> **Exercise instructions**
Copy out each line of the listing below where the string "stream" appears.

> **Data records**
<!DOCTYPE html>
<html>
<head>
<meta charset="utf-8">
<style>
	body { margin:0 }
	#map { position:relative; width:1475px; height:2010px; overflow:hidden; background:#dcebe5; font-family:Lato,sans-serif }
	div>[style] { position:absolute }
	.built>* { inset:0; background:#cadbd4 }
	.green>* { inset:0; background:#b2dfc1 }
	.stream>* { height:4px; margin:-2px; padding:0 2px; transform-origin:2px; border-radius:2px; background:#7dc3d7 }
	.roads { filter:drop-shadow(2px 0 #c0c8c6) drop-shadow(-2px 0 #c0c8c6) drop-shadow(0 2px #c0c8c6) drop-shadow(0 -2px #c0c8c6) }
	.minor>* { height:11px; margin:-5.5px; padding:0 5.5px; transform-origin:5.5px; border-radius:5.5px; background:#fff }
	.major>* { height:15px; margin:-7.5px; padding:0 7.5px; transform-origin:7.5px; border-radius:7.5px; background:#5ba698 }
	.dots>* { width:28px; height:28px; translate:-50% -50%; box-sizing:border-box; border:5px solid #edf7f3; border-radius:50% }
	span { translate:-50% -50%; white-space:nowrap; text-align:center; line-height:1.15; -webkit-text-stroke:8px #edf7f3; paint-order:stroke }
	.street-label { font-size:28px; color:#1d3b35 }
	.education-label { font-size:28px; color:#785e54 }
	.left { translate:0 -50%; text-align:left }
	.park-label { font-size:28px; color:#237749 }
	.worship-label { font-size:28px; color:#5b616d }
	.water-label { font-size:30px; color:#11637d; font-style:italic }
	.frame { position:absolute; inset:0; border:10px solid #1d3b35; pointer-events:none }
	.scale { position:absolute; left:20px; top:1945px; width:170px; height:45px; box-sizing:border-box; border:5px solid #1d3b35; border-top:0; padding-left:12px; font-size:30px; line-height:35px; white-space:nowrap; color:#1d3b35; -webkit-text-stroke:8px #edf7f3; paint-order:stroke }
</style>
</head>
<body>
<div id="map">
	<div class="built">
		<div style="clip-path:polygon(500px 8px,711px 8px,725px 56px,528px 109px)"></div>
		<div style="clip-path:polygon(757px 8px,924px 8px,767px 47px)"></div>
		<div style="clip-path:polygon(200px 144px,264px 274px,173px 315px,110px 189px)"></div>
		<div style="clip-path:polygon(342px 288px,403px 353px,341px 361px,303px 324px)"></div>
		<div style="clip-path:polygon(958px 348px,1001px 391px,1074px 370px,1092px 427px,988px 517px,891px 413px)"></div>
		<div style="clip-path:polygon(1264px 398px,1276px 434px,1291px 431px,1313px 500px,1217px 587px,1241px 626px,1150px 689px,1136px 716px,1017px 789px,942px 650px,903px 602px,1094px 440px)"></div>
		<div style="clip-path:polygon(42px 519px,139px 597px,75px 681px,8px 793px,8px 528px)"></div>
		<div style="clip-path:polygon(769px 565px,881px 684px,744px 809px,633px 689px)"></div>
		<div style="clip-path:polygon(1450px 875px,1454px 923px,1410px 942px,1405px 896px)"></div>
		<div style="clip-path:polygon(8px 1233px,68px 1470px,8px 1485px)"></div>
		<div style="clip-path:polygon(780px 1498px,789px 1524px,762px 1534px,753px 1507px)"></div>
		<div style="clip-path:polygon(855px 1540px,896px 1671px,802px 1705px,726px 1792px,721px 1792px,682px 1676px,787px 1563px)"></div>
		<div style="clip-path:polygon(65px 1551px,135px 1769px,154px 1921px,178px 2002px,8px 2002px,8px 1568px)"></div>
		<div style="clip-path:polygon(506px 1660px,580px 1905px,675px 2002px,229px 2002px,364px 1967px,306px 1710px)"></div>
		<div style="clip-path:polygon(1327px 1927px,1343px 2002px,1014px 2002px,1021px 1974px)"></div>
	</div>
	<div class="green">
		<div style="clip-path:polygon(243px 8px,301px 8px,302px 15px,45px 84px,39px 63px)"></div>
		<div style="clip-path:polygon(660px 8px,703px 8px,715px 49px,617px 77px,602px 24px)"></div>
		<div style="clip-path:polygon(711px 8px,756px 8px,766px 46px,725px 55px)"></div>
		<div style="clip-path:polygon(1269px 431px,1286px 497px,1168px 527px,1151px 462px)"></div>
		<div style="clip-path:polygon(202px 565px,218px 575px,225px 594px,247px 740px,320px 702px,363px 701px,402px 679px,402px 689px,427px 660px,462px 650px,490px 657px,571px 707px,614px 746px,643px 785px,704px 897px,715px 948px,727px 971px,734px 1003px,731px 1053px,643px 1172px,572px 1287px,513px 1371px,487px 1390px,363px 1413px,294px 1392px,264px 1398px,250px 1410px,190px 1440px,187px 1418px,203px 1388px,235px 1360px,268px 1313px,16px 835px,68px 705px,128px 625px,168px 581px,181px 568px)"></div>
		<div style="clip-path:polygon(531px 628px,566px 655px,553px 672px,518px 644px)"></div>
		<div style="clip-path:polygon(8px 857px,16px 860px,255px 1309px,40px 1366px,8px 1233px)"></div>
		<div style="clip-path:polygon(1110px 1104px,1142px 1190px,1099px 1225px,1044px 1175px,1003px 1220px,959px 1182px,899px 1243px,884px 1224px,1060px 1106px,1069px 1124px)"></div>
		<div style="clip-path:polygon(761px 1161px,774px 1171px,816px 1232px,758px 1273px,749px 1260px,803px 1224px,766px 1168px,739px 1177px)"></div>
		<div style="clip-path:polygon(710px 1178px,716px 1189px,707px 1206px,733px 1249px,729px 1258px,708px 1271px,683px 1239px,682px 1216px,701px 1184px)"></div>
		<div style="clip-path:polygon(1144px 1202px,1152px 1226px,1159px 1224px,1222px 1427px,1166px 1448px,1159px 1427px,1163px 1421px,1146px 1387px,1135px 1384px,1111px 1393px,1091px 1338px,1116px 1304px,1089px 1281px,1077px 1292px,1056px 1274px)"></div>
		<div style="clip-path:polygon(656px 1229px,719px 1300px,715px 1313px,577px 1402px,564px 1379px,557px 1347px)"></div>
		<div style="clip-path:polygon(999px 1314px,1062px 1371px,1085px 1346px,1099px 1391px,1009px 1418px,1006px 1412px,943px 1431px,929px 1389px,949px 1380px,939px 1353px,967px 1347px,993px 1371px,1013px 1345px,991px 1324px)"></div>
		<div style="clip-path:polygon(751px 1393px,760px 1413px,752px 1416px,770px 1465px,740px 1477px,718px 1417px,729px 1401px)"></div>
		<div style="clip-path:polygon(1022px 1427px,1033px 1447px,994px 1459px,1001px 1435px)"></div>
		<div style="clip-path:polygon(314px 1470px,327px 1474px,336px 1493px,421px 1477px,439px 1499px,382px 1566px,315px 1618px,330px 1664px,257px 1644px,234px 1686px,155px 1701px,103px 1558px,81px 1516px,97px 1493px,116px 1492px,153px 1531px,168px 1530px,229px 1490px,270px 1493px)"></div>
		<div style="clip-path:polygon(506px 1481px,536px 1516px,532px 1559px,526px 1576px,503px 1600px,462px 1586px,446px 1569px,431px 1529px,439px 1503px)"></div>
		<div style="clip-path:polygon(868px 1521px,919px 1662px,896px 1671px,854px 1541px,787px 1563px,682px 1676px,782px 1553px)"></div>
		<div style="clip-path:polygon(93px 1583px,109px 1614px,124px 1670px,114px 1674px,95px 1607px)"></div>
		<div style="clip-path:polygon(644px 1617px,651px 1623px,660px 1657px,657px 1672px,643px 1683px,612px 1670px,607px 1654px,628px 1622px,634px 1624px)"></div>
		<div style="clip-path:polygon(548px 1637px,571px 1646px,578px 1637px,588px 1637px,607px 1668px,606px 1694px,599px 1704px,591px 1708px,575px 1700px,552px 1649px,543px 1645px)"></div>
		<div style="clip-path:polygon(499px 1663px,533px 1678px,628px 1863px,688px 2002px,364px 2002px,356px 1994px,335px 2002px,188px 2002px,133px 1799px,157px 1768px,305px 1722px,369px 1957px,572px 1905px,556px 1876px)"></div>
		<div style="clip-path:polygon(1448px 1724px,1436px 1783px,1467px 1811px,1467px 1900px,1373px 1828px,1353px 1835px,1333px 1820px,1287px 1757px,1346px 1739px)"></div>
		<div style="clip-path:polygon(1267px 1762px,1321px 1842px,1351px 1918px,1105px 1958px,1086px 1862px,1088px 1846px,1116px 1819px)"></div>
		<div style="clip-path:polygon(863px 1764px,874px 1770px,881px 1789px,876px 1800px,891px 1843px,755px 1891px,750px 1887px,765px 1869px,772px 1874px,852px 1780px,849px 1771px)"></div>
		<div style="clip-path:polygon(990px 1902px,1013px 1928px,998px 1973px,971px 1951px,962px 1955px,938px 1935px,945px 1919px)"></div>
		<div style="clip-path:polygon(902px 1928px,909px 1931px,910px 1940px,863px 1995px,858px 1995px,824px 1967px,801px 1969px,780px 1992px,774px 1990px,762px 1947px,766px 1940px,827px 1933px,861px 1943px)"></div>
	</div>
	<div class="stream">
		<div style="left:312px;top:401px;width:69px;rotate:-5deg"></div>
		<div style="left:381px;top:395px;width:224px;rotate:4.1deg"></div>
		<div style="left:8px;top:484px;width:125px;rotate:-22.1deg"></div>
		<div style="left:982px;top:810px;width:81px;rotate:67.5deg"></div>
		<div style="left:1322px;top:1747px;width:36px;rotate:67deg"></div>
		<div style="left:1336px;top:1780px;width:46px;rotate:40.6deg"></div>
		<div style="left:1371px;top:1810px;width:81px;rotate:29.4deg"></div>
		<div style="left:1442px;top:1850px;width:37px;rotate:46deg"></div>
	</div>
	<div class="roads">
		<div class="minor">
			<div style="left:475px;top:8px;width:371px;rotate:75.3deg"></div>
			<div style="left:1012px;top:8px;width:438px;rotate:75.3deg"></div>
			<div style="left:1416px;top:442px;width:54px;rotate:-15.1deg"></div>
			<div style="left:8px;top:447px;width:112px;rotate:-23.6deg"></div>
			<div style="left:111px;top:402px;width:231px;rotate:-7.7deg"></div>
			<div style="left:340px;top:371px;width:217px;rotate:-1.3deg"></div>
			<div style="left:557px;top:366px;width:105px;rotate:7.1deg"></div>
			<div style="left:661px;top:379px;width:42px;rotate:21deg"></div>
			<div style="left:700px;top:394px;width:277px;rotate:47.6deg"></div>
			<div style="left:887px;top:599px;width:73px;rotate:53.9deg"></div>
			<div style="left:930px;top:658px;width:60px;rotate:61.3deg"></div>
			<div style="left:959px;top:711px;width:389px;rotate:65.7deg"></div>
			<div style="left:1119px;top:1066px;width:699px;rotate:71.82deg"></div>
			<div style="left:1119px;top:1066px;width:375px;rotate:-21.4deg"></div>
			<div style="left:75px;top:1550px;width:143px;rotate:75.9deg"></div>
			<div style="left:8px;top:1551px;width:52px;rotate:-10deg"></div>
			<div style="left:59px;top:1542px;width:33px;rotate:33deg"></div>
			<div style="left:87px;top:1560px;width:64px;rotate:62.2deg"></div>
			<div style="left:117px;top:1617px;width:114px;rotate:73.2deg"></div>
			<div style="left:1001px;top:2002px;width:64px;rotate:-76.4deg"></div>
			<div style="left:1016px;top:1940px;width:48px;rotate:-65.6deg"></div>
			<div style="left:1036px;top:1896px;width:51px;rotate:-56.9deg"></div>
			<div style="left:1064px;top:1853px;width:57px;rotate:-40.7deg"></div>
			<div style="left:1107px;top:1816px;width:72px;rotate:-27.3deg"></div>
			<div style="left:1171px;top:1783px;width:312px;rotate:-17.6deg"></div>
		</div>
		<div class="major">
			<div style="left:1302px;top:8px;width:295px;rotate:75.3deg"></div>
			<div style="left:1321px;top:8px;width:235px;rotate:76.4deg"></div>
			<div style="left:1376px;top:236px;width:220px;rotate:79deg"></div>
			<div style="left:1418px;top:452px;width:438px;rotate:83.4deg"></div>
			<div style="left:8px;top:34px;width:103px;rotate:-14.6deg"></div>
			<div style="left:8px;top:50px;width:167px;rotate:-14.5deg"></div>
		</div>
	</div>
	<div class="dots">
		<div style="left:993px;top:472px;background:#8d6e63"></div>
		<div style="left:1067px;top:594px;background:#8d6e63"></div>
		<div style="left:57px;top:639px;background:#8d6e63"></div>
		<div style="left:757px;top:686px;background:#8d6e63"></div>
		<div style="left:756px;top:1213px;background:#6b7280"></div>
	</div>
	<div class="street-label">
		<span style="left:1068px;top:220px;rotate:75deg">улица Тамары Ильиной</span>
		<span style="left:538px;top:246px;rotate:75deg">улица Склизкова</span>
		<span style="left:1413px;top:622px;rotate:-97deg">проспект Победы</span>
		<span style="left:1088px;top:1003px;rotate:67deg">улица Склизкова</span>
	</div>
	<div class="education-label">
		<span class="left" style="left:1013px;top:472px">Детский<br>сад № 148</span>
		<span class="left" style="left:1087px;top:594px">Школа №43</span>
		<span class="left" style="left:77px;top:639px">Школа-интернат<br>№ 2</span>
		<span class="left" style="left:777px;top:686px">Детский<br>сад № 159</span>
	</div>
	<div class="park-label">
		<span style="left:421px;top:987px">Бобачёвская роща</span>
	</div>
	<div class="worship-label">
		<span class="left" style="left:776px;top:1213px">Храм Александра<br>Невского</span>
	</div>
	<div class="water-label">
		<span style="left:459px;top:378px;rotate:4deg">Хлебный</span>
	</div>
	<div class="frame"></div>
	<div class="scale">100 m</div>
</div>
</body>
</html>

> **Result of this task**
	.stream>* { height:4px; margin:-2px; padding:0 2px; transform-origin:2px; border-radius:2px; background:#7dc3d7 }
	<div class="stream">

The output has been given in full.